Problem to work on —
Reproduce every entry exactly as written.

(Stored records)

*** Block opens ***

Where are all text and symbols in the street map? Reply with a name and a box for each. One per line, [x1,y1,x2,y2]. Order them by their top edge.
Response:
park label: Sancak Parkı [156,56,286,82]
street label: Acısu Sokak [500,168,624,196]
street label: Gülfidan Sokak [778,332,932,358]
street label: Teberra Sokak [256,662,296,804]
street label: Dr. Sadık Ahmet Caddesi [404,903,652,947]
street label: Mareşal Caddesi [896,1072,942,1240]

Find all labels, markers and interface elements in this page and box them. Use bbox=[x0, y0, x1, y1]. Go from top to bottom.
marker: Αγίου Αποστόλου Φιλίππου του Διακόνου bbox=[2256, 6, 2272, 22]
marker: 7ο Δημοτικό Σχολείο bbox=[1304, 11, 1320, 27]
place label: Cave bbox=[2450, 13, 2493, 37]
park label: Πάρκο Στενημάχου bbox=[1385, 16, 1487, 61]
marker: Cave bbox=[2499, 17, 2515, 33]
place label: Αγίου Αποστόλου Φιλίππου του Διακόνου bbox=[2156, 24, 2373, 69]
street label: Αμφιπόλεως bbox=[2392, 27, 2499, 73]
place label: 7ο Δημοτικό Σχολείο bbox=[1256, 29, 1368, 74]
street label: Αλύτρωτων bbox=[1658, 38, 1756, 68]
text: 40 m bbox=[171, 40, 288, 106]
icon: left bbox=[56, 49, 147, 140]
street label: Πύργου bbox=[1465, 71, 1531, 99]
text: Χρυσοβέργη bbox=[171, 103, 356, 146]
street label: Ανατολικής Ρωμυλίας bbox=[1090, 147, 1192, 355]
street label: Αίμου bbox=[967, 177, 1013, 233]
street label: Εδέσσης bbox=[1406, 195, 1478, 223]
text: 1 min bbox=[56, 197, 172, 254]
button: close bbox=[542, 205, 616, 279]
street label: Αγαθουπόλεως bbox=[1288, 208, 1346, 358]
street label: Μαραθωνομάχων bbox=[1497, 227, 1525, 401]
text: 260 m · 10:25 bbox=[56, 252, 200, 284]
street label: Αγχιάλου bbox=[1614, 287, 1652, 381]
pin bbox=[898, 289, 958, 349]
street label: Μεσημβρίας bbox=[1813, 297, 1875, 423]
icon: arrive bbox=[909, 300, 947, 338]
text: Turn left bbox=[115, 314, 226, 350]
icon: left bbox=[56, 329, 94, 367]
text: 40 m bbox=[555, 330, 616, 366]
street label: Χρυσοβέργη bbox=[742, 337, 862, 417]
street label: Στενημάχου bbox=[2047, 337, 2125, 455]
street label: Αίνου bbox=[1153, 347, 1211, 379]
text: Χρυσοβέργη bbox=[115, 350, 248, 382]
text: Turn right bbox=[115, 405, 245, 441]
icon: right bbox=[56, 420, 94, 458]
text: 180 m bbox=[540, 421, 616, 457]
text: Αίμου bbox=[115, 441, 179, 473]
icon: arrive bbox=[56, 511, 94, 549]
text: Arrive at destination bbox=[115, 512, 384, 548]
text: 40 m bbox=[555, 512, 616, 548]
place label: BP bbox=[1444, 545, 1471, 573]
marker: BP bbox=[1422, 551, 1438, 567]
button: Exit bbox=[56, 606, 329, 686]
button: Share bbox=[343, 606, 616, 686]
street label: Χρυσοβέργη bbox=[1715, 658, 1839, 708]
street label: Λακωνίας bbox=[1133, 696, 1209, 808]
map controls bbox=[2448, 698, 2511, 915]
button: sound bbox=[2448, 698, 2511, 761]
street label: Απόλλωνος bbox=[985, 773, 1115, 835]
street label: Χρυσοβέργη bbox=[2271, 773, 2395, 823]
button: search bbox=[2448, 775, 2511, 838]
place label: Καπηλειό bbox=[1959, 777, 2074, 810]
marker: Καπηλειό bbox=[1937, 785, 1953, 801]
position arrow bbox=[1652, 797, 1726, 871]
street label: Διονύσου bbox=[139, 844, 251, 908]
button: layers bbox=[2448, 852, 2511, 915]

*** Block closes ***

The answer —
Where are all text and symbols in the street map? Reply with a name and a box for each. One per line, [x1,y1,x2,y2]. Order them by their top edge.
Response:
park label: Sancak Parkı [156,56,286,82]
street label: Acısu Sokak [500,168,624,196]
street label: Gülfidan Sokak [778,332,932,358]
street label: Teberra Sokak [256,662,296,804]
street label: Dr. Sadık Ahmet Caddesi [404,903,652,947]
street label: Mareşal Caddesi [896,1072,942,1240]

Find all labels, markers and interface elements in this page and box them. Use bbox=[x0, y0, x1, y1]. Go from top to bottom.
marker: Αγίου Αποστόλου Φιλίππου του Διακόνου bbox=[2256, 6, 2272, 22]
marker: 7ο Δημοτικό Σχολείο bbox=[1304, 11, 1320, 27]
place label: Cave bbox=[2450, 13, 2493, 37]
park label: Πάρκο Στενημάχου bbox=[1385, 16, 1487, 61]
marker: Cave bbox=[2499, 17, 2515, 33]
place label: Αγίου Αποστόλου Φιλίππου του Διακόνου bbox=[2156, 24, 2373, 69]
street label: Αμφιπόλεως bbox=[2392, 27, 2499, 73]
place label: 7ο Δημοτικό Σχολείο bbox=[1256, 29, 1368, 74]
street label: Αλύτρωτων bbox=[1658, 38, 1756, 68]
text: 40 m bbox=[171, 40, 288, 106]
icon: left bbox=[56, 49, 147, 140]
street label: Πύργου bbox=[1465, 71, 1531, 99]
text: Χρυσοβέργη bbox=[171, 103, 356, 146]
street label: Ανατολικής Ρωμυλίας bbox=[1090, 147, 1192, 355]
street label: Αίμου bbox=[967, 177, 1013, 233]
street label: Εδέσσης bbox=[1406, 195, 1478, 223]
text: 1 min bbox=[56, 197, 172, 254]
button: close bbox=[542, 205, 616, 279]
street label: Αγαθουπόλεως bbox=[1288, 208, 1346, 358]
street label: Μαραθωνομάχων bbox=[1497, 227, 1525, 401]
text: 260 m · 10:25 bbox=[56, 252, 200, 284]
street label: Αγχιάλου bbox=[1614, 287, 1652, 381]
pin bbox=[898, 289, 958, 349]
street label: Μεσημβρίας bbox=[1813, 297, 1875, 423]
icon: arrive bbox=[909, 300, 947, 338]
text: Turn left bbox=[115, 314, 226, 350]
icon: left bbox=[56, 329, 94, 367]
text: 40 m bbox=[555, 330, 616, 366]
street label: Χρυσοβέργη bbox=[742, 337, 862, 417]
street label: Στενημάχου bbox=[2047, 337, 2125, 455]
street label: Αίνου bbox=[1153, 347, 1211, 379]
text: Χρυσοβέργη bbox=[115, 350, 248, 382]
text: Turn right bbox=[115, 405, 245, 441]
icon: right bbox=[56, 420, 94, 458]
text: 180 m bbox=[540, 421, 616, 457]
text: Αίμου bbox=[115, 441, 179, 473]
icon: arrive bbox=[56, 511, 94, 549]
text: Arrive at destination bbox=[115, 512, 384, 548]
text: 40 m bbox=[555, 512, 616, 548]
place label: BP bbox=[1444, 545, 1471, 573]
marker: BP bbox=[1422, 551, 1438, 567]
button: Exit bbox=[56, 606, 329, 686]
button: Share bbox=[343, 606, 616, 686]
street label: Χρυσοβέργη bbox=[1715, 658, 1839, 708]
street label: Λακωνίας bbox=[1133, 696, 1209, 808]
map controls bbox=[2448, 698, 2511, 915]
button: sound bbox=[2448, 698, 2511, 761]
street label: Απόλλωνος bbox=[985, 773, 1115, 835]
street label: Χρυσοβέργη bbox=[2271, 773, 2395, 823]
button: search bbox=[2448, 775, 2511, 838]
place label: Καπηλειό bbox=[1959, 777, 2074, 810]
marker: Καπηλειό bbox=[1937, 785, 1953, 801]
position arrow bbox=[1652, 797, 1726, 871]
street label: Διονύσου bbox=[139, 844, 251, 908]
button: layers bbox=[2448, 852, 2511, 915]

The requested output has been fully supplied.